In the future once SpamBrainz reaches a high enough accuracy, it could also be used to automatically remove spam. It should also be somewhat easily extendable to handle other MeB projects.

Technical Overview

SpamBrainz will be a seperate, Python-based service with direct read-only access to the live MusicBrainz database and an authenticated REST API for the edit and user IDs to be scanned to be submitted to. This will run on a Flask web server.

On the MusicBrainz side of things a MB cron job is run every 10-30 minutes which submits all the entries created since the last run to SpamBrainz’ API.

SpamBrainz will then calculate the spam scores (more on that below) and create reports either as ModBot or a seperate SpamBrainz user. Whether these reports will be directly written to the DB à la ModBot or a new MB API endpoint has to be created has still to be decided.

Upon a ninja’s action, the Spam Ninja system will then send a binary feedback to the SB API to further train the system.


SpamBrainz Overview (sorry for butchering both flow charts and UML).

SpamBrainz Internals

With SpamBrainz being a completely new project a significant part of this project will be designing the service and the API. Most importantly though I will have to figure out what methods work best for detecting the kind of spam MusicBrainz is dealing with, especially considering we don’t have text-only spam but linked entities which makes the process more difficult but can also provide data.

SpamBrainz should be designed in a modular fashion to allow testing different detection systems and even chaining them to improve accuracy. The initial system is going to be a handcrafted heuristic system that will rely on additional data points like the user’s edit history, their email provider, whether they’ve interacted with the community before and running submitted URLs against a list of known spam domains.

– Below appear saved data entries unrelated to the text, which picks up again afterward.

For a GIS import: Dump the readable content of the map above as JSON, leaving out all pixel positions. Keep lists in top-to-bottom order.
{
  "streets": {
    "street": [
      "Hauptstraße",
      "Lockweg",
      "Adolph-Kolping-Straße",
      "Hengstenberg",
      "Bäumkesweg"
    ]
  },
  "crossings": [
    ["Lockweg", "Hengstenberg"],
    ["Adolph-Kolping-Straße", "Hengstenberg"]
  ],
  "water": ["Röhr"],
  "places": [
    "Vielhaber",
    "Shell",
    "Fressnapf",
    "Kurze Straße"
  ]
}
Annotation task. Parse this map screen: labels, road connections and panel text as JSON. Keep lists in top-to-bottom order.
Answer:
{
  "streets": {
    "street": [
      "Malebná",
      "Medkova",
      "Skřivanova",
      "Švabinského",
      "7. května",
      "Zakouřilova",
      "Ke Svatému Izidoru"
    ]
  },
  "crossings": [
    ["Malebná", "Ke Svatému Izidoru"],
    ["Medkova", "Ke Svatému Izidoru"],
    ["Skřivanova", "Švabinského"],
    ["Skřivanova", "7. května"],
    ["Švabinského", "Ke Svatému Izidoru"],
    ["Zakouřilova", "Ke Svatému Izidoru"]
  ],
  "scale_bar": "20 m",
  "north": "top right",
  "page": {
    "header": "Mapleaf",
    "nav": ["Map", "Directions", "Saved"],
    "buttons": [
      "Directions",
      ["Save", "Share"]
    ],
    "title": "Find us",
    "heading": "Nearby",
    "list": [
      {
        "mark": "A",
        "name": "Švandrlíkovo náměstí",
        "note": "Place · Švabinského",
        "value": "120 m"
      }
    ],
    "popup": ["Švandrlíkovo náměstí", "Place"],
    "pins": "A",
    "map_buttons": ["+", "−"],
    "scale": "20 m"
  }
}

In order to make the system trainable, a module based on machine learning is required. To do this, I will build and train a neural network using Keras with a TensorFlow backend.
The network will first be trained offline on batches from a dump of collected spam data and known good data (a somewhat random selection of legitimate editors, including newer ones) allowing me to tweak the network layout and hyperparameters (optimizer, learning rate, etc.). Once I’m happy with the network’s performance it will be moved to the SpamBrainz production server and further trained online or incrementally using spam ninja feedback as the classifier.

The potential problem with this is that while this should reduce the Type 1 error (i.e. false positives), additional training with known good data might be required to also reduce the Type 2 error (false negatives). This could be implemented by either automatically submitting known good data from certain editors or manually having the spam ninjas do it.

The deleted spam data doesn’t inherently require a seperate database. Using hidden tables, it can stay part of the MB database but not be part of the regular data dumps, although a seperate dumping script to generate a usable dataset for offline learning should be considered in this case (user emails have to be removed from that dump).

The final result of the whole detection process will be a score from 0-100 indicating SpamBrainz’ certainty that this is in fact a spam edit/user. The threshold for which reports are created should also be easily changable, possibly as part of the spam ninja interface.

SpamBrainz also needs to have extensive monitoring (with integration into the existing Grafana) to see the long-term performance differences and to allow fast reactions to new spam techniques.

Timeline

Seeing as I’ve never built anything on this scale from the ground up, I had some trouble coming up with a concrete timeline but I tried to come up with estimates for the tasks involved in the project.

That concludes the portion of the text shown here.